▸ **Assignment**
Return an exact copy of the data, starting at its first line and ending at the line that contains "position:relative; width:776px; height:1351px;", minus any pictures.

Saved data entries
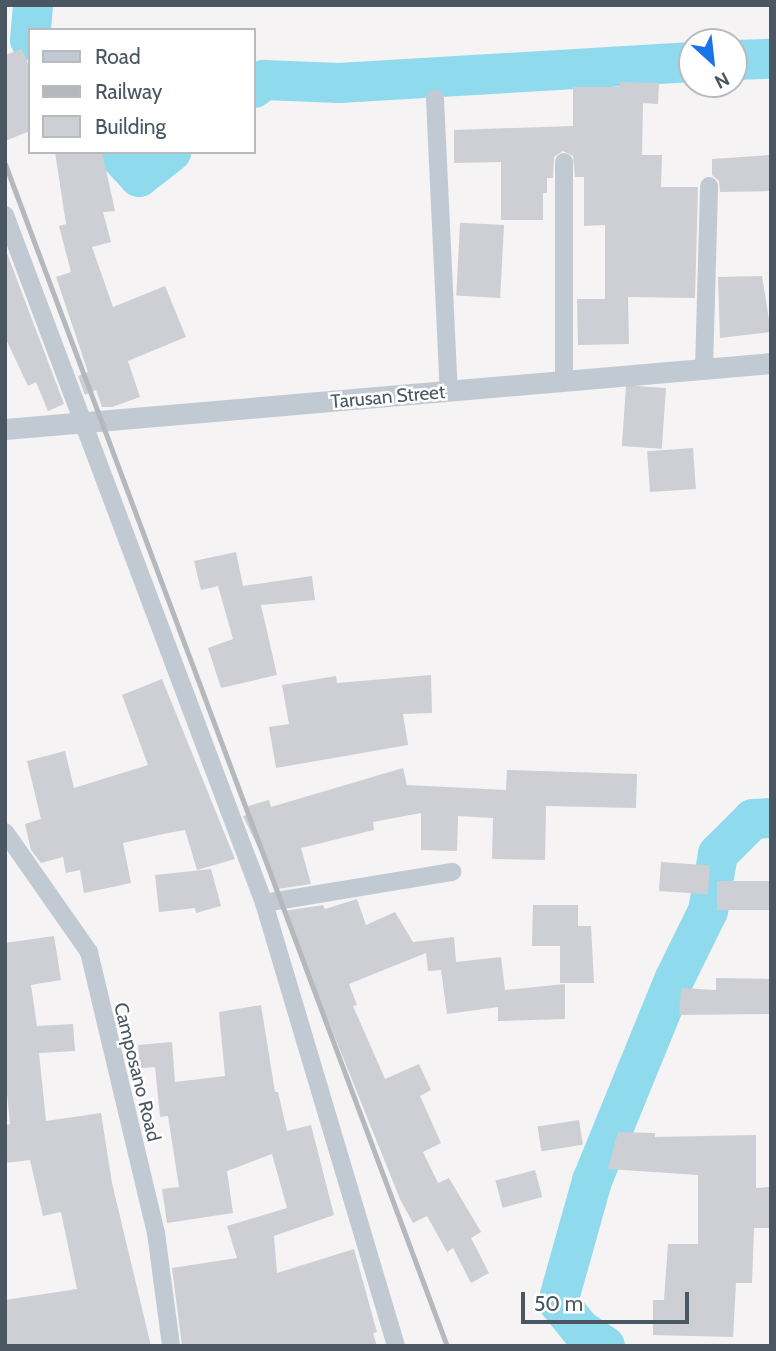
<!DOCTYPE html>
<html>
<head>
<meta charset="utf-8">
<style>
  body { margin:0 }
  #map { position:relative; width:776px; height:1351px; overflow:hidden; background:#f5f3f3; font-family:Cabin,sans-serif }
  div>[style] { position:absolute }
  .river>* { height:40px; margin:-20px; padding:0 20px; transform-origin:20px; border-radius:20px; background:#90daee }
  .building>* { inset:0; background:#cdcfd5; transform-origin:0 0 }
  .minor>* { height:18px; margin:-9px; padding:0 9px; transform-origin:9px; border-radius:9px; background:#c1cad2 }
  .tertiary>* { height:21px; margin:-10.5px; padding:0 10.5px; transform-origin:10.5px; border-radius:10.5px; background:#c1cad2 }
  .rail>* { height:5px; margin:-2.5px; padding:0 2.5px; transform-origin:2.5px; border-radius:2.5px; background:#b5b8bd }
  span { translate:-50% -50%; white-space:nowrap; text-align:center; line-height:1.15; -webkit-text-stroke:5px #fff; paint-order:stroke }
  .street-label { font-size:19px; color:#4a5661 }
  .frame { position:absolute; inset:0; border:7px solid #4a5661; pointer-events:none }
  .legend { position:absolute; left:28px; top:28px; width:228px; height:126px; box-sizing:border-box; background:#fff; border:2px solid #b7bbc0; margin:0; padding:9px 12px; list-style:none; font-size:21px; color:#4a5661 }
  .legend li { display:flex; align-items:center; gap:14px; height:35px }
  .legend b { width:35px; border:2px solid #b7bbc0 }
  .north { position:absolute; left:678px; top:28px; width:70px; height:70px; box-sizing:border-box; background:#fff; border:2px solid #b7bbc0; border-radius:50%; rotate:153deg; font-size:19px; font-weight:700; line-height:28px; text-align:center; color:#4a5661 }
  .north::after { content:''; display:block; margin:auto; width:24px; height:32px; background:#1a73e8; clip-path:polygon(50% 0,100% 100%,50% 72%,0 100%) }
  .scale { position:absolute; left:521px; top:1292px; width:168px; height:32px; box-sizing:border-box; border:4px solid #4a5661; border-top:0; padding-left:9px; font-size:21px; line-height:24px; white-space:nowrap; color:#4a5661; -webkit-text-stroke:5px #fff; paint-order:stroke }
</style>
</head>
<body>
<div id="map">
  <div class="river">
    <div style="left:30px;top:40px;width:35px;rotate:-85deg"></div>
    <div style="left:734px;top:60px;width:37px;rotate:-2deg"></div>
    <div style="left:254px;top:88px;width:13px;rotate:-39deg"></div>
    <div style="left:264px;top:80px;width:75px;rotate:2.3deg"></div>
    <div style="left:339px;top:83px;width:354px;rotate:-3.4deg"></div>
    <div style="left:116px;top:152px;width:34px;rotate:47deg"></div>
    <div style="left:139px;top:177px;width:41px;rotate:-38deg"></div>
    <div style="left:605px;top:1346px;width:30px;rotate:-146deg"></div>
    <div style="left:580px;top:1329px;width:35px;rotate:-129deg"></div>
    <div style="left:558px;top:1302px;width:126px;rotate:-74.3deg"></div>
    <div style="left:592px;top:1181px;width:219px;rotate:-67.8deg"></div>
    <div style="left:675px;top:978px;width:75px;rotate:-63.8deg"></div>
    <div style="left:708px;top:911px;width:58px;rotate:-80deg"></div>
    <div style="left:718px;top:854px;width:49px;rotate:-45deg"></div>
    <div style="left:753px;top:819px;width:18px;rotate:-3deg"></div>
  </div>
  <div class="building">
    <div style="clip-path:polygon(22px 49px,30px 69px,30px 131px,5px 141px,5px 55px)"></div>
    <div style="clip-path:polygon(620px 82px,659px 83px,658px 104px,643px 103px,642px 155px,662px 155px,661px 187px,698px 187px,695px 298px,628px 297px,629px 344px,578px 345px,577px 299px,605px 299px,605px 225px,584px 226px,584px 177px,575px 177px,573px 156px,563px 151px,554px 157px,553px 178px,547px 178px,547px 193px,543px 193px,543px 220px,501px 220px,501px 162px,454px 163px,454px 130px,573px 126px,573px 87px,620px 87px)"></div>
    <div style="clip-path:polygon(55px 152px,102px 152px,115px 211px,103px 212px,111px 242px,92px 247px,113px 307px,165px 286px,186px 337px,128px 361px,140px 397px,112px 407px,102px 407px,96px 390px,85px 395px,78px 376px,88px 372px,56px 277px,71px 272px,59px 226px,66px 224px)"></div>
    <div style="clip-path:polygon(771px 155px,771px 191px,720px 192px,719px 181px,712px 175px,712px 159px)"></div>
    <div style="left:504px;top:225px;width:73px;height:44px;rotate:93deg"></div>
    <div style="clip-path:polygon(5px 248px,64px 404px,48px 411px,36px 382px,28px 386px,5px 337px)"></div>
    <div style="clip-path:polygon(762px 276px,771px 332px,720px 338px,718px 277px)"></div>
    <div style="left:666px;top:388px;width:61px;height:40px;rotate:94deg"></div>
    <div style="left:693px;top:448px;width:41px;height:46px;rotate:86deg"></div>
    <div style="clip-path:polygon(236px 552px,243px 586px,312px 576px,315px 600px,261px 605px,277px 675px,221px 688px,208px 648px,233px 639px,218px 586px,201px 590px,194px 561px)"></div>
    <div style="clip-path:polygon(431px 675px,432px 713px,403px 714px,408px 745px,276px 768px,269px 727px,289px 724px,282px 685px,336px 676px,337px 683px)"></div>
    <div style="clip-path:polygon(162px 679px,235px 859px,197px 870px,185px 830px,168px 833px,123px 843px,131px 883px,84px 893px,80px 870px,66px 873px,63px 857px,41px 863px,31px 850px,25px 824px,41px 819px,27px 761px,65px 751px,74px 788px,148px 765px,122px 695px)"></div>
    <div style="clip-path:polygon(403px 768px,407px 785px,506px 790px,507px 770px,637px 774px,636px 808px,546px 806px,545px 860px,492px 859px,493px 818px,458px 816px,457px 851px,421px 850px,421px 813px,373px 822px,374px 830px,301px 848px,311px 884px,278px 889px,243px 816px,251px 814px,248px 806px,269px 800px,271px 807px)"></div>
    <div style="left:661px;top:862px;width:49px;height:29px;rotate:4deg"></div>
    <div style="clip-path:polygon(211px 869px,221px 906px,196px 913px,195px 908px,159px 912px,155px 875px)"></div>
    <div style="left:771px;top:881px;width:29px;height:54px;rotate:90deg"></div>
    <div style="clip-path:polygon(357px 899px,366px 925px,395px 912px,413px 942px,454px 937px,456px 962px,501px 957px,505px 990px,565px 984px,565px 1019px,498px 1021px,498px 1007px,447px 1014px,441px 970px,428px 971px,426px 953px,349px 984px,357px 1005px,353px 1006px,385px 1079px,419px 1064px,431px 1090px,420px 1096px,441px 1143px,423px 1152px,438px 1183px,449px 1178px,481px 1232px,471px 1238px,489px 1273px,471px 1283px,453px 1248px,447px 1252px,427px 1216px,413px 1223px,400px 1199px,284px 911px,323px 905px,325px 909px)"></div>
    <div style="clip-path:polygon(533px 905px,578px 905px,578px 926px,591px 926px,594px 983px,560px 983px,560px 946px,532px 946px)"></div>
    <div style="clip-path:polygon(54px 936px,61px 980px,31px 985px,37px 1026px,73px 1024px,75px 1051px,39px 1053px,46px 1121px,101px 1113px,112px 1183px,151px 1346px,5px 1346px,5px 1300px,77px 1289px,61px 1212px,43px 1216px,30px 1160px,5px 1163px,5px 1125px,10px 1124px,5px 1074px,5px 943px)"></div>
    <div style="clip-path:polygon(716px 978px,771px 979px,771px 1014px,679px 1015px,681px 988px,716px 990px)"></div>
    <div style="clip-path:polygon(261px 1005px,275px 1092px,278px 1092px,287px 1131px,311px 1125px,334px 1215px,274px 1236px,277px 1273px,354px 1249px,377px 1332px,373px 1333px,377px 1346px,182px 1346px,172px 1268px,237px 1258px,227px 1226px,287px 1208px,272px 1154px,227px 1171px,233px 1213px,167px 1223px,162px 1189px,179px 1187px,168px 1116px,160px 1117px,155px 1067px,140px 1068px,138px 1045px,172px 1042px,175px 1082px,225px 1076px,219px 1012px)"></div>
    <div style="left:579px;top:1120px;width:25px;height:42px;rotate:81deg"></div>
    <div style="clip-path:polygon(618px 1132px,655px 1133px,655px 1137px,756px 1135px,756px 1188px,771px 1187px,771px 1228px,754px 1228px,752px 1283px,736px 1283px,733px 1337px,653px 1335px,653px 1300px,664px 1300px,668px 1244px,698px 1244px,698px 1175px,608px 1169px)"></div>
    <div style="left:535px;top:1170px;width:28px;height:41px;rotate:75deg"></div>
  </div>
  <div class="minor">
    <div style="left:435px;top:99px;width:293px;rotate:87.3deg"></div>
    <div style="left:5px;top:215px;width:735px;rotate:69.37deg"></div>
    <div style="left:264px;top:903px;width:462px;rotate:73.4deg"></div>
    <div style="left:704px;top:369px;width:183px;rotate:-88.4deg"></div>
    <div style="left:564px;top:381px;width:219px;rotate:-90deg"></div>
    <div style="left:5px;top:832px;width:146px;rotate:55deg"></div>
    <div style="left:89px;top:952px;width:289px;rotate:76.6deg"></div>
    <div style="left:156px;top:1233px;width:114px;rotate:82.4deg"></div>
    <div style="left:264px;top:903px;width:191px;rotate:-9.4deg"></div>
  </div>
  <div class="tertiary">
    <div style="left:5px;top:429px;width:769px;rotate:-4.92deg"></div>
  </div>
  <div class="rail">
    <div style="left:5px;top:164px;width:1262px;rotate:69.5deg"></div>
  </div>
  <div class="street-label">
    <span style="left:388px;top:397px;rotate:-5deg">Tarusan Street</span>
    <span style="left:137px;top:1072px;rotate:76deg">Camposano Road</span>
  </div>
  <div class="frame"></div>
  <ul class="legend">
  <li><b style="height:9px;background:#c1cad2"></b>Road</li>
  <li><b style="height:9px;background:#b5b8bd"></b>Railway</li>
  <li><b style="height:19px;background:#cdcfd5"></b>Building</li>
  </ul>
  <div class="north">N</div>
  <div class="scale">50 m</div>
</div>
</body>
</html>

▸ **Response for this exercise**
<!DOCTYPE html>
<html>
<head>
<meta charset="utf-8">
<style>
  body { margin:0 }
  #map { position:relative; width:776px; height:1351px; overflow:hidden; background:#f5f3f3; font-family:Cabin,sans-serif }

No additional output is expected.